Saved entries
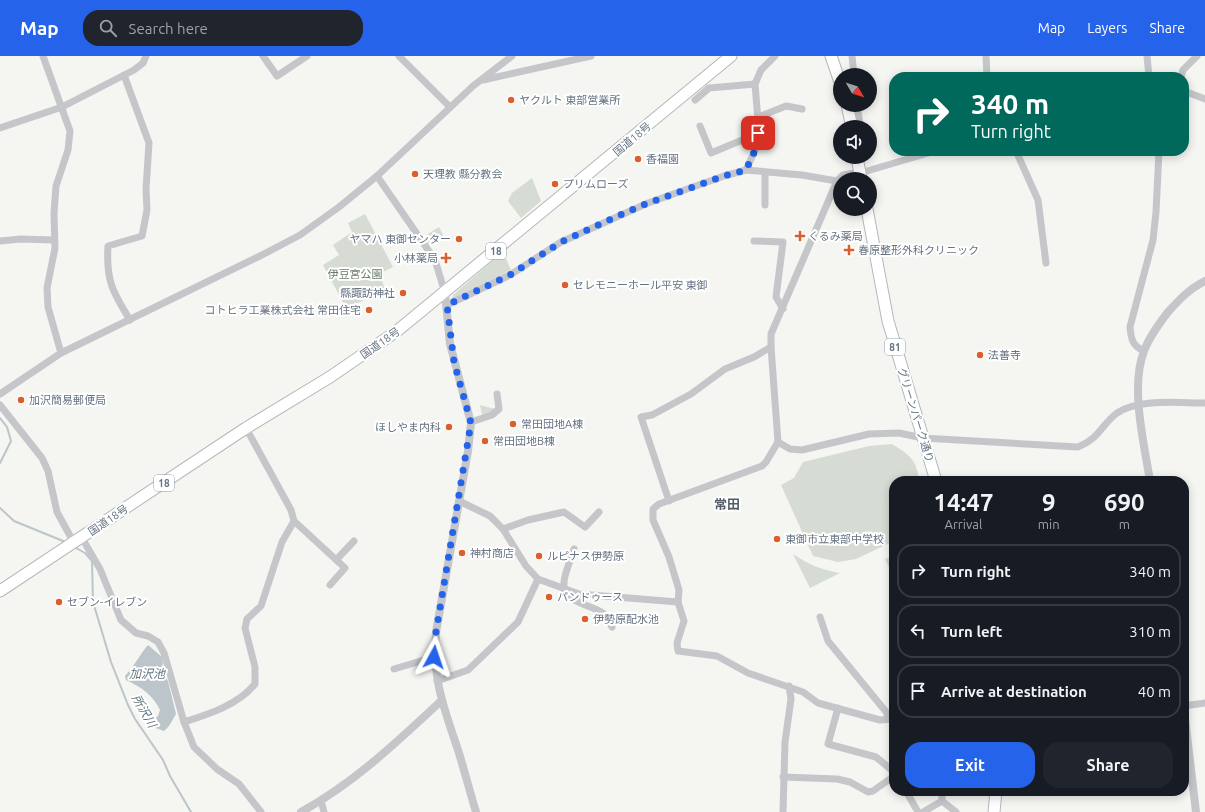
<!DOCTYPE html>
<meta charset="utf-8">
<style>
:root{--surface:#171b24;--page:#20242c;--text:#f1f3f6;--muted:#9ea1a6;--line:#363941;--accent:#2563eb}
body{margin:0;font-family:Ubuntu,"Noto Sans JP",sans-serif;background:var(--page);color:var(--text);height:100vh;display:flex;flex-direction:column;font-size:15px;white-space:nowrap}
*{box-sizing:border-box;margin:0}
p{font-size:13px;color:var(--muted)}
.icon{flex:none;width:22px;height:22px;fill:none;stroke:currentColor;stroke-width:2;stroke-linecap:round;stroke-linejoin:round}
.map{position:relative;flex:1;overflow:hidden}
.sheet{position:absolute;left:889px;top:420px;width:300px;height:320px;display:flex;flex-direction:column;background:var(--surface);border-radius:16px;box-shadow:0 2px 10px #0003}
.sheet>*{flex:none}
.banner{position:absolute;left:889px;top:16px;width:300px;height:84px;border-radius:16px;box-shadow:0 2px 10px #0003;background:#00695c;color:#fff;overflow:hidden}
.needle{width:26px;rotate:129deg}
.buttons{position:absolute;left:833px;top:12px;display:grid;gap:8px}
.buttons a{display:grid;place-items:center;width:44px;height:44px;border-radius:50%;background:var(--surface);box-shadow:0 2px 10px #0003;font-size:20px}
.pin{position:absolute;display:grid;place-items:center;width:34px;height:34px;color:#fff;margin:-17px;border-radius:8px;box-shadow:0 2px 6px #0006}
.me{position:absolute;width:44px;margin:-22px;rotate:5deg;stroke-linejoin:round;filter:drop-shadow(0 0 3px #0008)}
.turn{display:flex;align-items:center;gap:14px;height:84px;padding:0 16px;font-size:18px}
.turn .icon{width:52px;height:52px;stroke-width:2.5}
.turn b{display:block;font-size:28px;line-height:34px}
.eta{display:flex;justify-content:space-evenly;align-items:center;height:68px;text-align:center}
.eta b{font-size:24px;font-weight:700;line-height:28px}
.button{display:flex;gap:8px;margin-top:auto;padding:8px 16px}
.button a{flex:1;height:46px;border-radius:16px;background:var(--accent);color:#fff;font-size:16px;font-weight:700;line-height:46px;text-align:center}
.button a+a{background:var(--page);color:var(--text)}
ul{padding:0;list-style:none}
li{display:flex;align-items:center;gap:12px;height:54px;margin:0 8px 6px;padding:0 8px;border:2px solid var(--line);border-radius:16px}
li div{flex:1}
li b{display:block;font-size:15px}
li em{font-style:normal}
header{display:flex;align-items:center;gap:24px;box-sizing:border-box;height:56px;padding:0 20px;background:var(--accent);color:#fff}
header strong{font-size:19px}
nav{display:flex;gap:22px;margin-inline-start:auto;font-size:14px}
.search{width:280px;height:36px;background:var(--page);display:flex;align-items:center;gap:10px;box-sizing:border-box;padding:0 14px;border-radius:16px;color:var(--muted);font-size:15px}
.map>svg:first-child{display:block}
.green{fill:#d6dcd3}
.water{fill:#bcc5ca}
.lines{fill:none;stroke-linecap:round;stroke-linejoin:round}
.stream{stroke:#bcc5ca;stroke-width:2}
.primary-casing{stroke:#b4b8bc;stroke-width:13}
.trunk-casing{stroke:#b4b7ba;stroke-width:13}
.minor{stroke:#c4c6ca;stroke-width:7}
.tertiary{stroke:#c4c6ca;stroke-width:8}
.primary{stroke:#fff;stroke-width:11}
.trunk{stroke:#fff;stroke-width:11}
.route{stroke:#2563eb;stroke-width:7;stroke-dasharray:0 12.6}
.poi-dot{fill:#db5f2c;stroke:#fff;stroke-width:1.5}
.labels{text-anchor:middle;stroke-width:4;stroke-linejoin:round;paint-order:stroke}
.shield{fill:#fff;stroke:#949da8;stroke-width:1}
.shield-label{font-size:10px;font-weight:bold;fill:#667382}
.poi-label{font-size:11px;fill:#667382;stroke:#fff;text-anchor:start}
.street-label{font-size:11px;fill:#667382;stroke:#fff}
.park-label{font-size:11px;fill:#677964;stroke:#fff}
.water-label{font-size:12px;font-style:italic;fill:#61757f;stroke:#fff}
.quarter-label{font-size:13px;font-weight:bold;fill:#535d67;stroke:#fff}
</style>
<header>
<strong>Map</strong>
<div class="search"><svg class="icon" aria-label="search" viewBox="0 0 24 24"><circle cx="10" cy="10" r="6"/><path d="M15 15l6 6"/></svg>Search here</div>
<nav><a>Map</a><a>Layers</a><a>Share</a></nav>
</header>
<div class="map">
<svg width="1205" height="756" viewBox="0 0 1205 756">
<rect width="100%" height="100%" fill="#f5f5f2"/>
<!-- green -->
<g class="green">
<path d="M532 122 541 145 521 162 508 145 512 137Z"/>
<path d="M365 158 393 211 379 218 386 235 346 252 323 209 339 199 333 189 352 176 348 167Z"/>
<path d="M439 171 443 179 429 189 426 179Z"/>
<path d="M503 196 511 214 452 243 453 239Z"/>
<path d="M480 349 495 353 492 357 482 359Z"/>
<path d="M892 388C910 399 917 404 919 425H894V485L856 503 838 506 813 500 781 429 794 422 803 406 869 390Z"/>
<path d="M793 498C809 509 822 514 840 517L810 532Z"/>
<path d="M894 500V523L885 503Z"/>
</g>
<!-- water -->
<path class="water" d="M148 589 162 601 163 608 160 613 168 625 176 658 169 670 164 675 153 671 149 667 158 660 160 654C153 639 141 631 126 624L125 620C134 610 139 600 148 589Z"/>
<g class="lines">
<!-- stream -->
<g class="stream">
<path d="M0 362 7 371 11 385 0 407"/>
<path d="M0 452 14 465 63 485"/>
<path d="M76 492 85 497 92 505 93 546 111 606 128 649 135 663 163 704 170 720 191 756"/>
</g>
<defs>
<g id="primary">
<path d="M831 0 840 26"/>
<path d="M847 49 852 71"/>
<path d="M857 101 861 123"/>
<path d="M867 153 888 265 936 425"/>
<path d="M994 756 996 735"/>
</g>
<path id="trunk" d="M0 535 246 372 330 321 397 275 731 0"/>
</defs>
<!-- primary casing -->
<use href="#primary" class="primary-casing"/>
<!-- trunk casing -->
<use href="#trunk" class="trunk-casing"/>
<!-- minor -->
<g class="minor">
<path d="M43 0 70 75 68 94 56 130 54 157 55 192 47 232 48 251 61 297"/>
<path d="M263 0 277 20 307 0"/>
<path d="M399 0 450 51"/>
<path d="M852 0 854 19"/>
<path d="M986 0 987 21"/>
<path d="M1147 0 1149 21"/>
<path d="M124 19 149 87 146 133 147 154 142 180 108 190C106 224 112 235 130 264"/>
<path d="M1181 21 1183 14 1197 0"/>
<path d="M483 24 591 0"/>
<path d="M1184 35 1205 43"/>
<path d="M695 44 709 32 755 28"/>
<path d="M758 61 786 50 802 53"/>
<path d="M700 70 711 97 759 77"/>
<path d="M851 70 860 69 857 49"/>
<path d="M0 72 62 51 134 14 143 7 146 0"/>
<path d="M1016 95 1038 144 1046 207"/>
<path d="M746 114 756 92 759 77 755 28 761 14 775 0"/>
<path d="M765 116V149"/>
<path d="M377 120 435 204 445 237"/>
<path d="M0 185 21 183 54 184"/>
<path d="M754 185 783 186 776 241 783 253"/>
<path d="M447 249 510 219 561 186 648 147 724 120 746 114 802 119 837 125"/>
<path d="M1144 295C1132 290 1131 282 1130 271L1153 184 1156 156 1159 95"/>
<path d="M0 338 61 297 260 200 300 179 339 151 377 120 473 30 512 0"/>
<path d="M0 349 42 402 48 415 57 456 74 487"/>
<path d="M471 366 492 359 499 353 497 338"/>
<path d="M778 386 790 393 802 394 869 378 899 377 923 382 1078 391C1100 382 1102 368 1117 357 1139 342 1180 347 1205 347"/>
<path d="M459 445 490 460 503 473 526 510 538 523 579 538 678 546"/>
<path d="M669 445 641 361 652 359 691 338 725 313 754 301 771 291"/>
<path d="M294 465 345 512 330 529"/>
<path d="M503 473 528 464 564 456 585 471 599 456"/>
<path d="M82 482 100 513 121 564 136 577 148 580 158 586 164 597 184 666 194 691 217 713 239 728 261 756"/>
<path d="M574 493C571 504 565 515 564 526 561 547 594 549 604 558 608 562 610 567 612 571"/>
<path d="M337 503 354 485"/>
<path d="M820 561 828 585 887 657 888 663"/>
<path d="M394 613 434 601"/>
<path d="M437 625 468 614 518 566 538 523"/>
<path d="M1184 650 1205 647"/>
<path d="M838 652 828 688 876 701 894 716"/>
<path d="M894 663 880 664 818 647 803 636 748 617 717 600 678 595 677 587 684 565 678 546 679 534 669 501 653 464V453L659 448 762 410 766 406 778 386 771 291V278L837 125 843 119 867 115 935 95"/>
<path d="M184 666C209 658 238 649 255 628V611L245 572 247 563 261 550 282 486 294 465 291 454 246 372"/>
<path d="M783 721 837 723 850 726 868 736 873 735 894 720"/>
<path d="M906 735 918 756"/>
<path d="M942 735V745"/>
<path d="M321 745 324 756"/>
<path d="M942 745 956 756"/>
<path d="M783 756 785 686 791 643 789 630"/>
<path d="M923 756 942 745"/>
</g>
<!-- tertiary -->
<g class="tertiary">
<path d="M445 237 450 288 471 367 468 395 436 576C432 624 444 652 459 697 465 717 470 736 476 756"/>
<path d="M1150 425C1144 387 1130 331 1144 295 1149 281 1159 268 1168 256 1179 244 1190 232 1205 225"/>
<path d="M1184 654 1196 756"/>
<path d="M301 756C354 727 397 686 441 645"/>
</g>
<!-- primary -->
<use href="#primary" class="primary"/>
<!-- trunk -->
<use href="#trunk" class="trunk"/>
</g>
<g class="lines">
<!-- route -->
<path class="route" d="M434 601 436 576 471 367 454 306 447 249 510 219 561 186 620 159 648 147 724 120 746 114 756 92 758 77"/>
</g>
<!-- markers -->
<g class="poi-dot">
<circle cx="511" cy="44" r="4"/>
<circle cx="638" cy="103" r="4"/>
<circle cx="415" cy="118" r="4"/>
<circle cx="555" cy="128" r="4"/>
<path d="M798 174h4v4h4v4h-4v4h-4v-4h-4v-4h4z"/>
<circle cx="459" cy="183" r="4"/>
<path d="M847 188h4v4h4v4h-4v4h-4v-4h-4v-4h4z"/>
<path d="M444 196h4v4h4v4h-4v4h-4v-4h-4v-4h4z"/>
<circle cx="565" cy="229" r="4"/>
<circle cx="403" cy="237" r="4"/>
<circle cx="369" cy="254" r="4"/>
<circle cx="980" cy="299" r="4"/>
<circle cx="21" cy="344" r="4"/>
<circle cx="513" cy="368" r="4"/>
<circle cx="449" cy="371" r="4"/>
<circle cx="485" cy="385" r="4"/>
<circle cx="777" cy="483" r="4"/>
<circle cx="462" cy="497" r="4"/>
<circle cx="539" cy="500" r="4"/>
<circle cx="549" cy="541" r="4"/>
<circle cx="59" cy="546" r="4"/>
<circle cx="585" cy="563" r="4"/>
</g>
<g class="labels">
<!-- shield labels -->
<g class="shield">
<rect x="486" y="187" width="20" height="16" rx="3"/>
<rect x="885" y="283" width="20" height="16" rx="3"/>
<rect x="154" y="419" width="20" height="16" rx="3"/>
</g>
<g class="shield-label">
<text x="496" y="199">18</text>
<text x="895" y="295">81</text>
<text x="164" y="431">18</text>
</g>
<!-- poi labels -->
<g class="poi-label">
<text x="519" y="48">ヤクルト 東部営業所</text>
<text x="646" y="107">香福園</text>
<text x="423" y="122">天理教 縣分教会</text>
<text x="563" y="132">プリムローズ</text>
<text x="808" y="184">くるみ薬局</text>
<text x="451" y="187" text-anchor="end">ヤマハ 東御センター</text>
<text x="858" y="198">春原整形外科クリニック</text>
<text x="438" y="206" text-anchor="end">小林薬局</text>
<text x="573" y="233">セレモニーホール平安 東御</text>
<text x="395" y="241" text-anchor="end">縣諏訪神社</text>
<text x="361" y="258" text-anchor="end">コトヒラ工業株式会社 常田住宅</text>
<text x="988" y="303">法善寺</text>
<text x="29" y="348">加沢簡易郵便局</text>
<text x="521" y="372">常田団地A棟</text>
<text x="441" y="375" text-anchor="end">ほしやま内科</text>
<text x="493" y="389">常田団地B棟</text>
<text x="785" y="487">東御市立東部中学校</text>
<text x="470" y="501">神村商店</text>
<text x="547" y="504">ルピナス伊勢原</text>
<text x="557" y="545">パンドゥース</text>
<text x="67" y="550">セブン-イレブン</text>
<text x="593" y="567">伊勢原配水池</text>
</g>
<!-- street labels -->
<g class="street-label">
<text transform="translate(632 83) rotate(-40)" y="4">国道18号</text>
<text transform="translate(380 287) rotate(-35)" y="4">国道18号</text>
<text transform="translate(916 359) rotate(73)" y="4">グリーンパーク通り</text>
<text transform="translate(108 464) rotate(-34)" y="4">国道18号</text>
</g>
<!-- park labels -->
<g class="park-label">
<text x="355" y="222">伊豆宮公園</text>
</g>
<!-- water labels -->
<g class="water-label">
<text x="147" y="622">加沢池</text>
<text transform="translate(144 655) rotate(60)" y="4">所沢川</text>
</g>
<!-- quarter labels -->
<g class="quarter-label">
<text x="727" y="453">常田</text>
</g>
</g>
</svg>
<div class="buttons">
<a><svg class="needle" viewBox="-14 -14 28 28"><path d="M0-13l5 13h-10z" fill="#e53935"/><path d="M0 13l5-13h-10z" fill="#9ea1a6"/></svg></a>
<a><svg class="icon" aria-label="sound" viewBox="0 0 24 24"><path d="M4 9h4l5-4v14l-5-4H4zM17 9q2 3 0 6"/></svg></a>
<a><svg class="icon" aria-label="search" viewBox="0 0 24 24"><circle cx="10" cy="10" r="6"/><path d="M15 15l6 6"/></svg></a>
</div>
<div class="pin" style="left:758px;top:77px;background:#d93025"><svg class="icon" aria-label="arrive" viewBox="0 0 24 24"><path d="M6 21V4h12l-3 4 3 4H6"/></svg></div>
<svg class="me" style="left:434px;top:601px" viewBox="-20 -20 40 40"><path d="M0-17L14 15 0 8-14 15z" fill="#2563eb" stroke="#fff" stroke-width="4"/></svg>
<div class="banner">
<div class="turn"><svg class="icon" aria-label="right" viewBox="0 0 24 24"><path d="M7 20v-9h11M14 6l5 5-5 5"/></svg><div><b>340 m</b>Turn right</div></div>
</div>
<section class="sheet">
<div class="eta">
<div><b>14:47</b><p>Arrival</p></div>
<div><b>9</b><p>min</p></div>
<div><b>690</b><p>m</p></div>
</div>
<ul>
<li><svg class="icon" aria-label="right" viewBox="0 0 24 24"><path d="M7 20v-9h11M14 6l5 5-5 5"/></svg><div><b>Turn right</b></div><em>340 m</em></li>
<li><svg class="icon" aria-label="left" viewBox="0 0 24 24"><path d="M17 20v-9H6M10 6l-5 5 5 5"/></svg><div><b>Turn left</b></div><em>310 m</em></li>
<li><svg class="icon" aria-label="arrive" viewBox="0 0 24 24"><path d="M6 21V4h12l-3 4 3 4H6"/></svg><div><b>Arrive at destination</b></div><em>40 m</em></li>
</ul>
<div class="button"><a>Exit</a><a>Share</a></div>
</section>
</div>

◆ EXERCISE DETAILS ◆
Each line, starting with the one containing "<div><b>690</b><p>m</p></div>" and ending with the last line of the records above, should be reproduced exactly.

◆ SOLUTION TO THE EXERCISE ◆
<div><b>690</b><p>m</p></div>
</div>
<ul>
<li><svg class="icon" aria-label="right" viewBox="0 0 24 24"><path d="M7 20v-9h11M14 6l5 5-5 5"/></svg><div><b>Turn right</b></div><em>340 m</em></li>
<li><svg class="icon" aria-label="left" viewBox="0 0 24 24"><path d="M17 20v-9H6M10 6l-5 5 5 5"/></svg><div><b>Turn left</b></div><em>310 m</em></li>
<li><svg class="icon" aria-label="arrive" viewBox="0 0 24 24"><path d="M6 21V4h12l-3 4 3 4H6"/></svg><div><b>Arrive at destination</b></div><em>40 m</em></li>
</ul>
<div class="button"><a>Exit</a><a>Share</a></div>
</section>
</div>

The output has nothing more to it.